From: Eric Dumazet <edumazet@google.com>
Date: Thu, 10 Oct 2019 20:17:46 -0700
Subject: tcp: annotate sk->sk_wmem_queued lockless reads
Patch-mainline: v5.4-rc4
Git-commit: ab4e846a82d0ae00176de19f2db3c5c64f8eb5f2
References: bsc#1154353
For the sake of tcp_poll(), there are few places where we fetch
sk->sk_wmem_queued while this field can change from IRQ or other cpu.
We need to add READ_ONCE() annotations, and also make sure write
sides use corresponding WRITE_ONCE() to avoid store-tearing.

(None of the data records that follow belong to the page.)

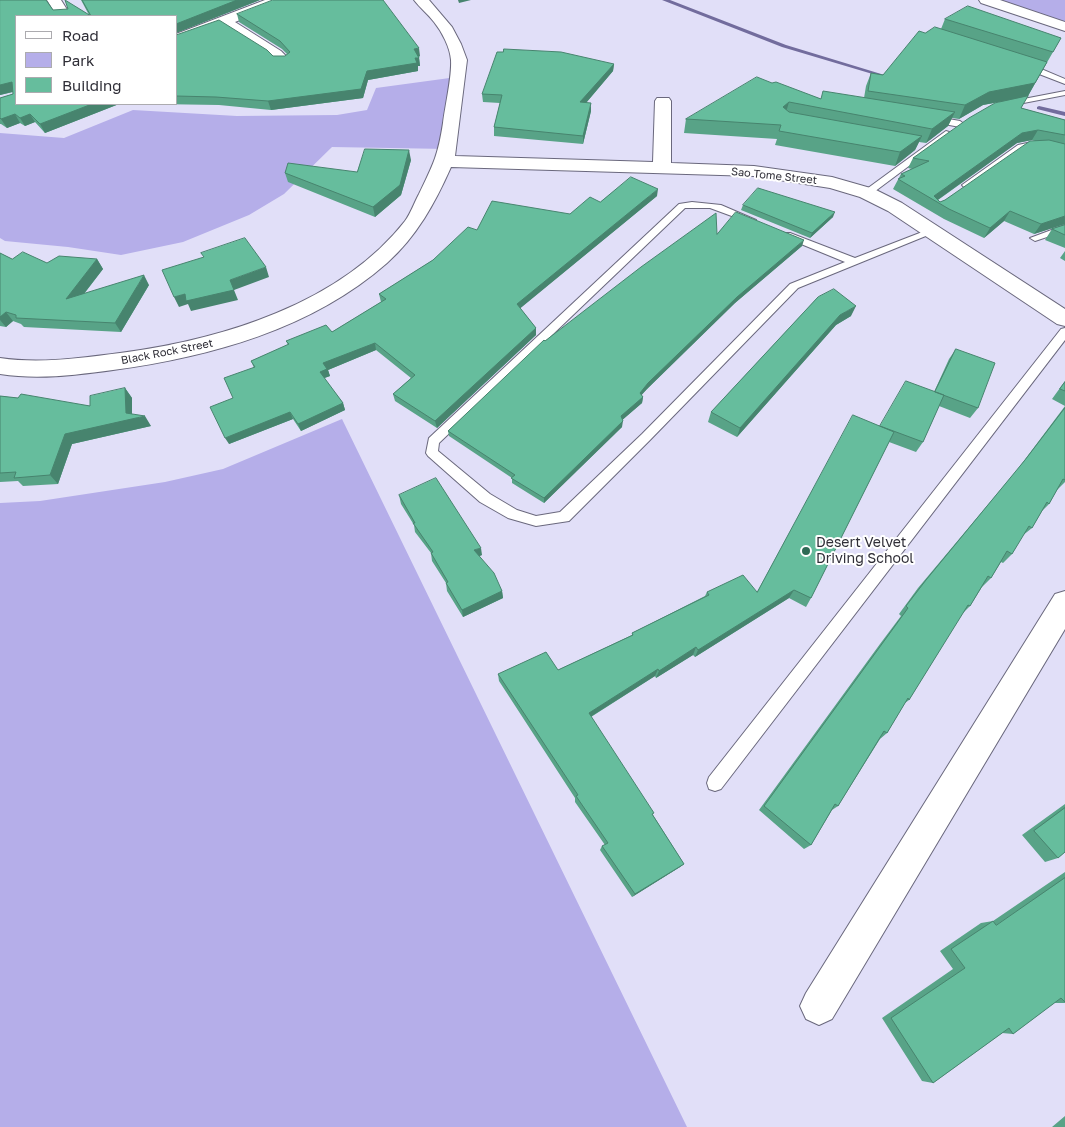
<!DOCTYPE html>
<style>
body{margin:0}
#map{position:relative;width:1065px;height:1127px;overflow:hidden;background:#e1dff8;font-family:"Golos Text",sans-serif}
canvas{display:block}
.legend{position:absolute;left:15px;top:15px;width:162px;height:90px;box-sizing:border-box;background:#fff;border:1px solid #acabaf;margin:0;padding:6px 9px;list-style:none;font-size:15px;color:#2f2e37}
.legend li{display:flex;align-items:center;gap:10px;height:25px}
.legend b{width:25px;border:1px solid #acabaf}
</style>
<div id="map">
<canvas width="1065" height="1127"></canvas>
<ul class="legend">
<li><b style="height:6px;background:#fff"></b>Road</li>
<li><b style="height:14px;background:#b5aee9"></b>Park</li>
<li><b style="height:14px;background:#66bd9d"></b>Building</li>
</ul>
</div>
<script>
const context = document.querySelector('canvas').getContext('2d');
context.lineJoin = 'round';
function paint(path, color) { context.fillStyle = color; context.fill(path, 'evenodd'); }
function trace(path, color, width, dash) { context.strokeStyle = color; context.lineWidth = width; context.lineCap = dash ? 'butt' : 'round'; context.setLineDash(dash || []); context.stroke(path); }
function drawText(font, color, halo, rows, align = 'center') {
  context.font = font + ' "Golos Text",sans-serif'; context.lineWidth = 4; context.setLineDash([]); context.textBaseline = 'middle'; context.strokeStyle = halo; context.fillStyle = color; for (const [text, x, y, turn = 0] of rows) {
    context.save(); context.translate(x, y); context.rotate((+turn || 0) * Math.PI / 180); context.textAlign = isNaN(turn) ? turn : align; if (halo) context.strokeText(text, 0, 0); context.fillText(text, 0, 0); context.restore();
  }
}
paint(new Path2D(`
 M986,0h79v27z
 M457,77l-9,72 -116,-2 -48,47 -35,21 -66,27 -62,13 -53,-8 -63,-6 -5,-3v-105l64,5 69,-28 104,6 100,-1 30,-5 9,-22z
 M342,419l345,708h-687v-624l40,-2 125,-19 58,-13z`), '#b5aee9');
paint(new Path2D(`
 M662,0h8l116,45 105,32 -5,1 -104,-31z
 M1039,106l26,6v4l-28,-7v-2z`), '#726c9d');
const service = new Path2D(`
 M1021,63h6l38,16v5l-44,-17z
 M1065,91v4l-57,11 -4,-2 4,-2z
 M931,116l29,5 4,3 -4,3 -32,-6v-4z
 M946,131l3,1v4l-79,59h-6v-4z
 M1032,142l33,6v6l-22,-6 -19,1 -54,38h-6l-2,-2 56,-40z
 M692,202l29,3 35,15 -5,3 -3,-1 -38,-14h-25l-246,235 -1,8 52,43 27,16 19,6 24,-4 82,-78 148,-150 55,-22 -61,-25v-4h6l65,25 75,-29 3,-1 5,3 -140,57 -148,152 -81,81 -33,5 -28,-8 -28,-16 -52,-46 -2,-3 3,-15 250,-234z
 M1065,225v6l-30,10 -5,-3z
 M1065,328v12l-344,449 -6,2 -6,-2 -2,-6 2,-6 352,-448z`);
const minor = new Path2D(`
 M47,0h14l10,16h-14z
 M265,0h20l-2,3 -48,19 46,29 9,9 -3,3h-10l-6,-6 -49,-31 -46,17v-9z
 M414,0h15l23,27 9,17 6,16 -12,96 198,6 2,-61 2,-3h12l2,3v62l83,3 78,11 42,12 28,14 163,106v17l-8,-2 -169,-113 -28,-14 -30,-9 -76,-12 -303,-9c-16,36 -34,69 -64,96 -75,66 -177,94 -274,107 -38,5 -75,10 -113,4v-16c40,6 80,0 120,-5 101,-13 220,-49 285,-132 6,-8 9,-18 14,-27 14,-29 19,-38 24,-71 2,-17 9,-46 8,-63 -1,-13 -9,-28 -17,-38 -6,-8 -14,-14 -20,-22z
 M1065,591v38l-233,390 -13,6 -13,-6 -6,-13 6,-13 249,-399z`);
const secondary = new Path2D(`
 M979,0h21l65,22v9l-84,-28z`);
trace(service, '#6a687d', 2);
trace(minor, '#6a687d', 2);
trace(secondary, '#6a687d', 2);
paint(service, '#fff');
paint(minor, '#fff');
paint(secondary, '#fff');
paint(new Path2D(`
 M0,0l53,10 36,5 -8,-15h179l-84,33v-17h-160l103,88 -74,29 -10,-11 -10,4 -5,-3 -13,5 -6,-4h-1v-26l13,-4v-2l-13,3z
 M237,14l183,42 -1,1 1,9h-2v5l-50,9 -5,18 -92,12 -52,-5 -64,-1h21v-69l97,21h12l2,-2 -5,-5 -43,-27z
 M945,19l116,19 -40,70 44,12v104l-31,10 -30,-13 -20,17 -40,-19 -51,-30 8,-15 11,-5 -4,-1 5,-10 87,-56 -17,3 -24,14 -7,-1 -4,8 -22,17 -7,-1 -4,8 -20,16 -120,-21 2,-6 -93,-6 2,-14 86,-36 49,16 43,-1 2,-12 5,-13 12,2 42,-42 16,-4zM1032,140l3,1 -90,59 -5,2 -2,-2 79,-57z
 M614,64l-1,7 -27,32 5,8 -8,33 -89,-8v-9l6,-24 -17,-1 -1,-8z
 M411,160l-10,35 -26,22 -87,-35 -3,-9 72,-1z
 M657,196l-137,112 16,20v7l-99,93 -42,-27 -2,-7 18,-16 -35,-28 -48,20 2,6 -6,2 19,25 2,7 -44,21 -8,-12 -64,25 4,-46 21,-30 -3,-7 37,-16 -2,-4 46,-9 49,-30 -2,-8 54,-34 44,-30 93,-16 30,-12z
 M743,205l90,12 -23,21 -69,-28z
 M1065,225v23l-20,-8 7,-11z
 M717,234l85,12 -67,57 -88,86 -6,6 2,2 -1,6 -20,17v7l-78,76 -32,-20v-5l-63,-42 -1,-5 97,-90z
 M1065,251v10l-5,-3z
 M0,253l12,6 35,4 50,-4 6,10 -19,25 65,-9 -28,47 -97,-5 -3,-3 -8,-3 -7,6 -6,-1z
 M818,297l33,19 -15,9 -99,112 -29,-15 3,-10z
 M956,349l22,59 -8,10 -31,-12 -16,36 -7,10 -27,-10 -78,156 -5,9 -17,-9 -94,59 -2,-2 -37,23 -1,-2 -64,41 93,147 -4,3 -48,30 -32,-47 2,-4 3,-1 -30,-43v-4l-76,-117 -1,-7 60,-4 74,-35v-2l73,-37 2,-4h50l123,-166 54,-34 15,-33z
 M1065,381v25l-13,-7z
 M125,388l7,10v16l19,12 -79,18 -14,40 -35,2 -5,-5 -18,1v-86l90,10z
 M1065,406v76l-8,8 -8,14 -7,7 -10,17 -10,8 -10,18 -9,9 -2,-1 -10,16 -9,9 -12,19 -8,8 -53,86 -4,3 -18,30 -7,6 -42,67 -6,4 -21,35 -7,4 -45,-39 121,-166 21,-28 -2,-2 19,-26 99,-118z
 M399,495l83,60 -3,1 23,35 1,7 -40,19 -16,-26 -1,-8 -14,-22 -1,-8 -16,-21 -1,-7 -13,-21z
 M1065,804v48l-7,6 -13,4 -23,-27z
 M1065,872v131h-11l-41,31 -11,-1 -69,50 -11,-2 -40,-63 71,-49 -13,-18 41,-28 12,-2z
 M1065,1116v11h-13z`), '#58a387');
paint(new Path2D(`
 M237,0h23l-84,33v-9z
 M458,0h13l-12,3z
 M419,48l1,8 -5,1 -1,-8z
 M415,58h4l1,8h-2v5l-50,9 -5,18 -92,12 -3,-9 99,-30z
 M1047,62l-19,34 -45,9 -24,14 6,-14 24,-13z
 M614,64l-1,7 -33,39v-8z
 M12,82l4,9 -16,4v-10z
 M789,102l-4,14 -2,-9z
 M591,103v8l-8,33v-8z
 M92,104h27l-74,29 -5,-9z
 M955,112l-7,14 -22,17 6,-14z
 M15,114l5,9 -13,5 -6,-9z
 M30,114l5,8 -10,4 -5,-8z
 M1038,130l-6,10 -15,3 -81,58 -2,-5 88,-63z
 M922,136l-7,14 -20,16 5,-14z
 M409,150l2,10 -10,35 -26,22 -2,-10z
 M658,189l-1,7 -140,115v-7z
 M1010,211l-6,10 -20,17 6,-10z
 M835,212l-2,5 -23,21 2,-5z
 M1065,216v8l-31,10 7,-10z
 M804,240l-2,6 -67,57 -88,86 -8,9 1,-5 8,-10 89,-86z
 M97,259l6,10 -31,40 -6,-10z
 M266,267l3,10 -35,13 4,10 -47,11 -3,-7 -9,3 -5,-10 56,-17z
 M144,275l5,10 -28,47 -6,-9z
 M856,306l-5,10 -15,9 -99,112 3,-9 100,-113z
 M6,312l7,9 -7,6 -6,-7v-3z
 M536,328v7l-99,93 -2,-7z
 M375,343l1,7 -48,20 2,6 -8,3 -2,-7 3,-9z
 M125,388l7,10v21l13,-3 6,10 -79,18 -14,40 -8,-9 15,-41 61,-21z
 M643,397l-1,6 -22,19 1,-6z
 M343,403l2,7 -44,21 -3,-7z
 M290,412l3,7 -64,25 -4,-6z
 M623,421l-1,6 -78,76v-5z
 M481,548l1,7 -7,3 -1,-8z
 M794,590l-5,8 -94,59 3,-7z
 M502,591l1,7 -40,19 -1,-7z
 M696,647l-3,8 -37,23 3,-7z
 M658,669l-3,7 -68,43 2,-6z
 M684,864l-4,3 -48,30 3,-3z`), '#47846e');
const building = new Path2D(`
 M0,0h46l7,10 15,-1 -3,-9 26,16 -9,-16h155l-61,24v-8h-160v88h76l-52,20 -10,-10 -10,4 -5,-4 -14,5 -1,-1v-20l13,-4 -1,-12 -12,3z
 M273,0h110l36,48 -5,1 5,9h-4l2,5 -50,8 -6,18 -93,12 -52,-4 -40,-1v-61l43,-15 48,30 6,6h12l5,-4 -10,-11 -43,-27z
 M968,6l93,32 -8,14 -108,-33z
 M935,27l112,35 -12,21 -46,9 -24,13 -97,-14 3,-18 12,2 36,-44 6,2z
 M504,49l57,3 53,12 -34,38 11,1 -8,33 -89,-9 8,-32 -20,-1 15,-42h6z
 M757,77l15,6 4,-1 45,17 2,-8 132,21 -23,17 -143,-27 -6,5 6,5 133,24 -22,16 -121,-21 2,-6 -95,-6z
 M1028,96l-7,12 44,12v15l-27,-5 -16,3 -88,63 6,6 5,-2 85,-59 19,-1 16,4v72l-24,8 -31,-13 -20,17 -41,-19 -51,-30 7,-3 -4,-2 28,-13 -16,-3 56,-40 26,-15z
 M365,149l44,1 -9,35 -27,22 -88,-34 3,-10 69,9z
 M631,177l27,12 -141,115 19,24 -101,93 -42,-27 22,-19 -40,-32 -52,20 4,6 -7,3 23,31 -45,21 -8,-12 -65,26 -15,-31 23,-9 -9,-20 31,-11 -4,-6 38,-17 -3,-3 40,-16 6,7 54,-33 -7,-5 54,-34 35,-33 9,3 15,-29 78,13 20,-17 10,5z
 M758,188l77,24 -23,21 -69,-28z
 M736,212l68,28 -67,57 -89,86 -8,10 3,4 -22,19 2,5 -79,77 -33,-20 4,-3 -67,-44 96,-91 1,1 96,-74 75,-54 1,21z
 M1065,225v10l-13,-6z
 M245,238l21,29 -36,13 4,10 -48,11 -1,-7 -11,3 -12,-27 42,-13 -3,-4z
 M23,252l24,11 12,-7 38,3 -31,40 78,-24 -29,48 -99,-5v-3l-10,-3 -6,5v-64l12,6z
 M834,289l22,17 -16,9 -100,113 -29,-16 107,-115z
 M956,349l39,14 -17,45 -43,-16z
 M906,381l38,14 -21,47 -43,-16z
 M1065,382v9l-5,-2z
 M125,388l1,25 19,3 -80,18 -15,41 -36,3 2,-6 -16,1v-77l18,2 3,-4 69,12v-10z
 M1065,408v72l-2,-1 -14,25 -2,-2 -15,26 -3,-2 -17,28 -5,-3 -16,27 -3,-2 -18,30 -2,-1 -59,95 -1,-2 -21,35 -3,-2 -46,75 -3,-2 -24,41 -47,-39 123,-169 21,-29 -2,-2 20,-26 99,-120z
 M853,415l41,17 -83,166 -17,-8 -96,60 -2,-3 -37,24 -1,-2 -69,44 65,100 -2,1 32,50 -49,30 -33,-48 6,-3 -32,-47 2,-1 -80,-121 48,-22 12,18 75,-35 -1,-2 77,-38 -2,-3 36,-17 14,17z
 M436,478l45,70 -7,2 20,23 8,18 -40,19 -16,-27 2,-1 -17,-29 2,-1 -20,-29h2l-16,-28z
 M1065,808v44l-7,6 -24,-27z
 M1065,878v124l-4,-4 -48,36 -4,-6 -76,55 -42,-65 74,-50 -14,-19 42,-28 3,4z`);
paint(building, '#66bd9d');
trace(building, '#47846e', 1);
for (const [x, y, r, color] of [
 [806,551,5,"#2e6a55"]
]) { const dot = new Path2D(); dot.arc(x, y, r, 0, 2 * Math.PI); context.fillStyle = color; context.fill(dot); trace(dot, '#fff', 2); }
drawText('11px', '#2f2e37', '#fff', [
 ["Sao Tome Street",774,176,6],
 ["Black Rock Street",167,352,-11]
]);
drawText('14px', '#2f2e37', '#fff', [
 ["Desert Velvet",816,543],
 ["Driving School",816,559]
], 'left');
</script>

sk_wmem_queued_add() helper is added so that we can in
the future convert to ADD_ONCE() or equivalent if/when
available.
Signed-off-by: Eric Dumazet <edumazet@google.com>
Signed-off-by: David S. Miller <davem@davemloft.net>
Acked-by: Thomas Bogendoerfer <tbogendoerfer@suse.de>
---
include/net/sock.h | 15 ++++++++++-----
include/trace/events/sock.h | 2 +-
net/core/datagram.c | 2 +-
net/core/sock.c | 2 +-
net/ipv4/inet_diag.c | 2 +-
net/ipv4/tcp.c | 4 ++--
net/ipv4/tcp_output.c | 14 +++++++-------
net/sched/em_meta.c | 2 +-
8 files changed, 24 insertions(+), 19 deletions(-)
--- a/include/net/sock.h
+++ b/include/net/sock.h
@@ -878,12 +878,17 @@ static inline bool sk_acceptq_is_full(co
*/
static inline int sk_stream_min_wspace(const struct sock *sk)
{
- return sk->sk_wmem_queued >> 1;
+ return READ_ONCE(sk->sk_wmem_queued) >> 1;
}
static inline int sk_stream_wspace(const struct sock *sk)
{
- return READ_ONCE(sk->sk_sndbuf) - sk->sk_wmem_queued;
+ return READ_ONCE(sk->sk_sndbuf) - READ_ONCE(sk->sk_wmem_queued);
+}
+
+static inline void sk_wmem_queued_add(struct sock *sk, int val)
+{
+ WRITE_ONCE(sk->sk_wmem_queued, sk->sk_wmem_queued + val);
}
void sk_stream_write_space(struct sock *sk);
@@ -1207,7 +1212,7 @@ static inline void sk_refcnt_debug_relea
static inline bool __sk_stream_memory_free(const struct sock *sk, int wake)
{
- if (sk->sk_wmem_queued >= READ_ONCE(sk->sk_sndbuf))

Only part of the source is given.